I adjust its size. Then add a button to the right column, make the text say “read more’ and set the link to go to the Post URL.
I click on top control to select the entire section. I give it a bit of margin all around and a light blue background color. I then click the Save button and return to the admin menu area.
Creating the Grid for Books
I go to the Grid page and click create new. I give it the name of Book Grid, save, and go into the editor. I add the grid element to the canvas and set the Post Type to Books. That is all there is to it, so save and back to the admin.
Post Grid Navigation
I go to the facets page and click the Import Demos button to see what is available.
I imported demo 5 and renamed it to Post Navigation. This doesn’t have any link to a grid. That is done later, so this facet can be used for any grid.
Creating the Genre Facet
I next create a facet for filtering the custom taxonomy.
I add a facet element and set it to be for the Genre taxonomy. I center the facet controls on the canvas using the styling options.
Creating the Archive
Now, to create the archive, go to the Archives page and click create new. I name it Archive for Books.
At the top I add a facet and set it for the Genres filter. You have to specify the grid should be tied to.
Next I add a grid element and set it for the Books Grid.
At the bottom I add the pagination facet.
Then click on the Display Conditions and set it for the Books Archive and the Genres Archive.
After saving I go to the front-end and we have the new archive showing now instead of the one created using Blocksy. Everything works.
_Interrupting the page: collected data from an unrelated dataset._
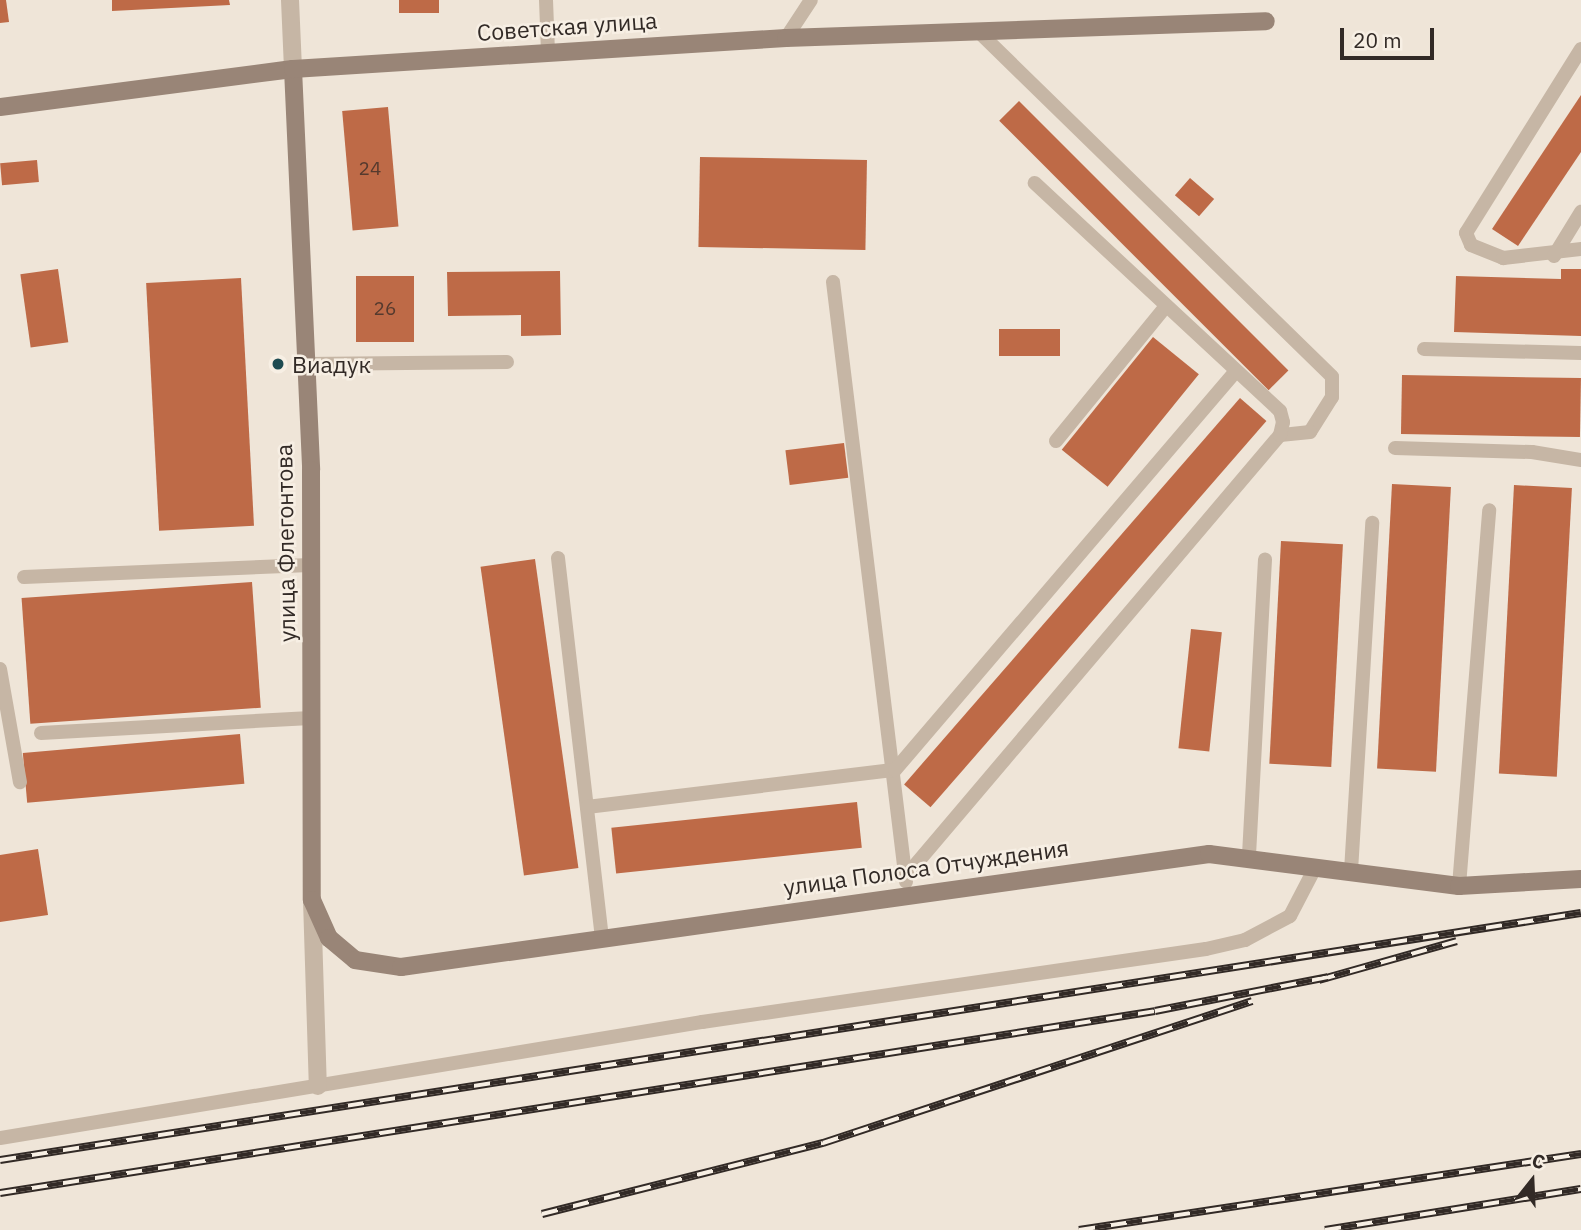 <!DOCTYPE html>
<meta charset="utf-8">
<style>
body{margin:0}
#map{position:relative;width:1581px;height:1230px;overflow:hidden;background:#efe5d8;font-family:"IBM Plex Sans",sans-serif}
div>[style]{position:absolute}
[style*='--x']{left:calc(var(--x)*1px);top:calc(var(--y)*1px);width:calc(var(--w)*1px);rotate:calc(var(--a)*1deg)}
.building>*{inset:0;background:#be6a47;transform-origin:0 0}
.lane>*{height:14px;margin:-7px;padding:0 7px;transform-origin:7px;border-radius:7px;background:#c6b6a5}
.street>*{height:18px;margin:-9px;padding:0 9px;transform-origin:9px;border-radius:9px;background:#c6b6a5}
.secondary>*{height:18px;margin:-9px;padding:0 9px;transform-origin:9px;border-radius:9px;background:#998577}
.rail>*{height:8px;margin-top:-4px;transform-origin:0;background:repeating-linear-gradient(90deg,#f7efe4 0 16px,#322a26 0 32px);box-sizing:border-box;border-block:2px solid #322a26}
.dots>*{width:19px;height:19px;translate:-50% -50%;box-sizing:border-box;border:4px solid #f7efe4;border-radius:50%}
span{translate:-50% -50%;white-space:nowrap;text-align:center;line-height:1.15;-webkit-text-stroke:5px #f7efe4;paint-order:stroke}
.number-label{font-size:19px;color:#553a2e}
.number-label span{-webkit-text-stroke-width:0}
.street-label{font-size:23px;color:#322a26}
.poi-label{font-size:23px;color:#322a26}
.left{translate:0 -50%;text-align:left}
.north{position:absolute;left:1497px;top:1146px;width:70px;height:70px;-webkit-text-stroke:5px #f7efe4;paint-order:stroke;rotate:18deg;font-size:19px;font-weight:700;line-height:28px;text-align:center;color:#322a26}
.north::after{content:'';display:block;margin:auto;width:24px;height:32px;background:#322a26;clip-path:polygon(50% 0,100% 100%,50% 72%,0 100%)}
.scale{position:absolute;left:1340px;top:28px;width:94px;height:32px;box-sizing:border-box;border:4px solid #322a26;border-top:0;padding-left:9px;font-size:21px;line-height:24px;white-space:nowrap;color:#322a26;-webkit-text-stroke:5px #f7efe4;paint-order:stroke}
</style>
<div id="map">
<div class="building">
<i style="clip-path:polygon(0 0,6px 0,9px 22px,0 23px)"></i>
<i style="clip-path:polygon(112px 0,229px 0,230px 5px,112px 11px)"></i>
<i style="left:399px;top:0;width:40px;height:13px"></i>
<i style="clip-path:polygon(1581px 95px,1581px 152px,1518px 246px,1492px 229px)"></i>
<i style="left:1019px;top:101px;width:381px;height:28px;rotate:45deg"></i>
<i style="left:388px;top:107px;width:120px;height:46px;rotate:85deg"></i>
<i style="left:700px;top:157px;width:167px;height:90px;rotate:1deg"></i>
<i style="left:37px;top:160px;width:22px;height:37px;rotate:85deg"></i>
<i style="left:1190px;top:178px;width:32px;height:23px;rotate:41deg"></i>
<i style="left:58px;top:269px;width:74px;height:38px;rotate:82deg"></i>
<i style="clip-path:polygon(1561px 269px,1581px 269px,1581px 336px,1454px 332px,1456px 276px,1561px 279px)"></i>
<i style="clip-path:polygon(560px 271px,561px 335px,521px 336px,521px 315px,448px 316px,447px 272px)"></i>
<i style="left:356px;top:276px;width:58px;height:66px"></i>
<i style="left:241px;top:278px;width:248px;height:95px;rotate:87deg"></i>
<i style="left:999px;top:329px;width:61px;height:27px"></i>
<i style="left:1153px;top:337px;width:59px;height:145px;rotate:39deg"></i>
<i style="left:1402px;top:375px;width:179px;height:59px;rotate:1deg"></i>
<i style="left:1240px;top:398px;width:35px;height:512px;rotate:41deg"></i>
<i style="left:844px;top:443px;width:35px;height:59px;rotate:83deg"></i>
<i style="left:1392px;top:484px;width:59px;height:285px;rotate:3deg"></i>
<i style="left:1514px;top:485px;width:58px;height:289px;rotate:3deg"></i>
<i style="left:1281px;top:541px;width:62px;height:223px;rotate:3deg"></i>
<i style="left:535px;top:559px;width:312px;height:55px;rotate:82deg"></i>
<i style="left:252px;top:582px;width:126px;height:231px;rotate:86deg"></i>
<i style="left:1191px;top:629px;width:31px;height:120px;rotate:6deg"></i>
<i style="left:240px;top:734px;width:50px;height:218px;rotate:85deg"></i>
<i style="left:857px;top:802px;width:46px;height:247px;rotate:84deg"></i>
<i style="clip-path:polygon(38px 849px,48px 915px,0 922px,0 855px)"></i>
</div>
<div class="lane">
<i style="--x:546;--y:0;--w:52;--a:87.8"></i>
<i style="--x:982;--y:35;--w:489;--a:44.3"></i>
<i style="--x:1332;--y:377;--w:20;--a:90"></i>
<i style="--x:1332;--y:397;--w:41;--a:122.2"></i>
<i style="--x:1310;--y:432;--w:30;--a:174"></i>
<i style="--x:786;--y:38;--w:45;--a:-56.7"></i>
<i style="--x:1581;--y:49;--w:217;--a:122"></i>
<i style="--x:1466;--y:233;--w:13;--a:67"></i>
<i style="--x:1471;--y:245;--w:35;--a:22"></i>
<i style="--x:1503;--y:258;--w:79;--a:-6.6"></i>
<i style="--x:1554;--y:256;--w:52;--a:-58.5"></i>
<i style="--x:833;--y:282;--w:604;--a:83.06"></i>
<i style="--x:1424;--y:349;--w:157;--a:1.5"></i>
<i style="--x:306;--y:364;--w:201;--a:-0.6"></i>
<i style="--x:1056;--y:441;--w:174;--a:-50.8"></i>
<i style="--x:1395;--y:448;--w:137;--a:1.7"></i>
<i style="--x:1532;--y:452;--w:50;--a:9.3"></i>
<i style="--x:558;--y:558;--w:382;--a:83.4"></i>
<i style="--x:24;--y:577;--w:286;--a:-2.4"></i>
<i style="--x:0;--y:669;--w:115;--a:80"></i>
<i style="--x:41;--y:733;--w:270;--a:-3.2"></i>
<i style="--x:587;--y:807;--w:310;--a:-6.9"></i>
<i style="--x:895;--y:770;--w:525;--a:-49.48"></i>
<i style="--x:1249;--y:855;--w:296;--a:-86.9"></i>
<i style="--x:1351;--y:871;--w:349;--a:-86.5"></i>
<i style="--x:905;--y:877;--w:580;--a:-49.69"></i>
<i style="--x:1280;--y:435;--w:13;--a:-77"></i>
<i style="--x:1283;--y:422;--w:11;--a:-105"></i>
<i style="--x:1280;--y:411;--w:335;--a:-137.1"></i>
<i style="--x:1459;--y:886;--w:377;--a:-85.4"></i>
<i style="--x:0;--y:1138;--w:712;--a:-9.38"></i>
<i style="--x:702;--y:1022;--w:509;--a:-8.24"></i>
<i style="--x:1206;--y:949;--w:40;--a:-13"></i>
<i style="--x:1245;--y:940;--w:51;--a:-28.1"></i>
<i style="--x:1290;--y:916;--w:56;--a:-62.5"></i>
</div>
<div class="street">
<i style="--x:290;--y:0;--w:69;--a:87.5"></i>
<i style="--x:312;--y:900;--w:186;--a:88.2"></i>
</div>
<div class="secondary">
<i style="--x:293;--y:69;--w:401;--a:87.4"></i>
<i style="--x:311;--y:470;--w:430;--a:89.9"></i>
<i style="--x:312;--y:900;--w:42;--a:65.9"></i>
<i style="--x:329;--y:938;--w:34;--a:40"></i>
<i style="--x:355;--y:960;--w:47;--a:8.7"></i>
<i style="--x:401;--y:967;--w:816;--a:-7.96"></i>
<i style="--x:1209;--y:854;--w:252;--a:7.3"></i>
<i style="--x:1459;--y:886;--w:122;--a:-3.3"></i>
<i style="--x:0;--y:107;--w:295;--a:-7.4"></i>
<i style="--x:293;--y:69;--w:494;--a:-3.6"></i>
<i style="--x:786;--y:38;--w:480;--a:-2"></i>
</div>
<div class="rail">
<i style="--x:1319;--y:980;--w:143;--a:-15.8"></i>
<i style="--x:0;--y:1160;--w:1600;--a:-8.88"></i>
<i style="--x:0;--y:1193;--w:1169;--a:-8.95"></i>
<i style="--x:1155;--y:1011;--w:176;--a:-11.1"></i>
<i style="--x:542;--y:1214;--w:290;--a:-14.2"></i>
<i style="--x:823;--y:1143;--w:452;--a:-18.3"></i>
<i style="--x:1079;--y:1230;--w:508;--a:-8.61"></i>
<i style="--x:1325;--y:1230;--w:259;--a:-9.1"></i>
</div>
<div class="dots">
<i style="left:278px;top:364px;background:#1e4b51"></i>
</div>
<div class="number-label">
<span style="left:370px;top:169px">24</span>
<span style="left:385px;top:309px">26</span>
</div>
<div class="street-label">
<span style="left:567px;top:26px;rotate:-4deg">Советская улица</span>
<span style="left:285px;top:543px;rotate:-91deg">улица Флегонтова</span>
<span style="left:926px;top:867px;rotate:-8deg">улица Полоса Отчуждения</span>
</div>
<div class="poi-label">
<span class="left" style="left:292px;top:364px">Виадук</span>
</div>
<div class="north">С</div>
<div class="scale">20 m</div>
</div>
Discussion and Conclusions
At this point hopefully you are getting a feel for the interface and process. Now for some discussion and conclusions.
There were a few things I noticed that could be improved. I saw there were demos for both regular use and for use when WooCommerce was installed, but these were not labeled. Another thing is allowing the user to pick a post for previewing when designing a card. That would make it easier to do things like adjusting image sizes. Also, as mentioned in the beginning of the video, more documentation would be helpful. I knew the steps involved from using other grid with facet builders, but an overview of those steps would be helpful for new users.
On the plus side, I found the editor to be pretty easy to figure out. The elements had a rich number of options and I was able to accomplish what I wanted to. Piotnet Grid is remarkably full featured and solid for a brand new plugin. Launching with support for ACF, Meta Box, Pods, and JetEngine is impressive. Toolset support was just added while I was making the video.
Being able to create custom grids is nice, but Gutenberg and page builders usually have some post grid option. What makes this standout is the ability to add front-end controls for filtering, sorting, and pagination. Creating the facets and adding them to a grid was also easy.
The ability to create custom archive pages is a great feature. It adds customization and flexibility options that you only find in advanced theme builders. For example, I was able to add the author’s photo to the book archive, something which you can’t do with Elementor Pro’s theme builder and which requires a bit of code to do with Beaver Themer.
Piotnet grid is nicely priced. Because I own their Elementor addon I got a 20% discount on my purchase. This is definitely a plugin I will use and if you need a grid builder with easy to implement front-end filters then the Piotnet Grid Builder is a good choice.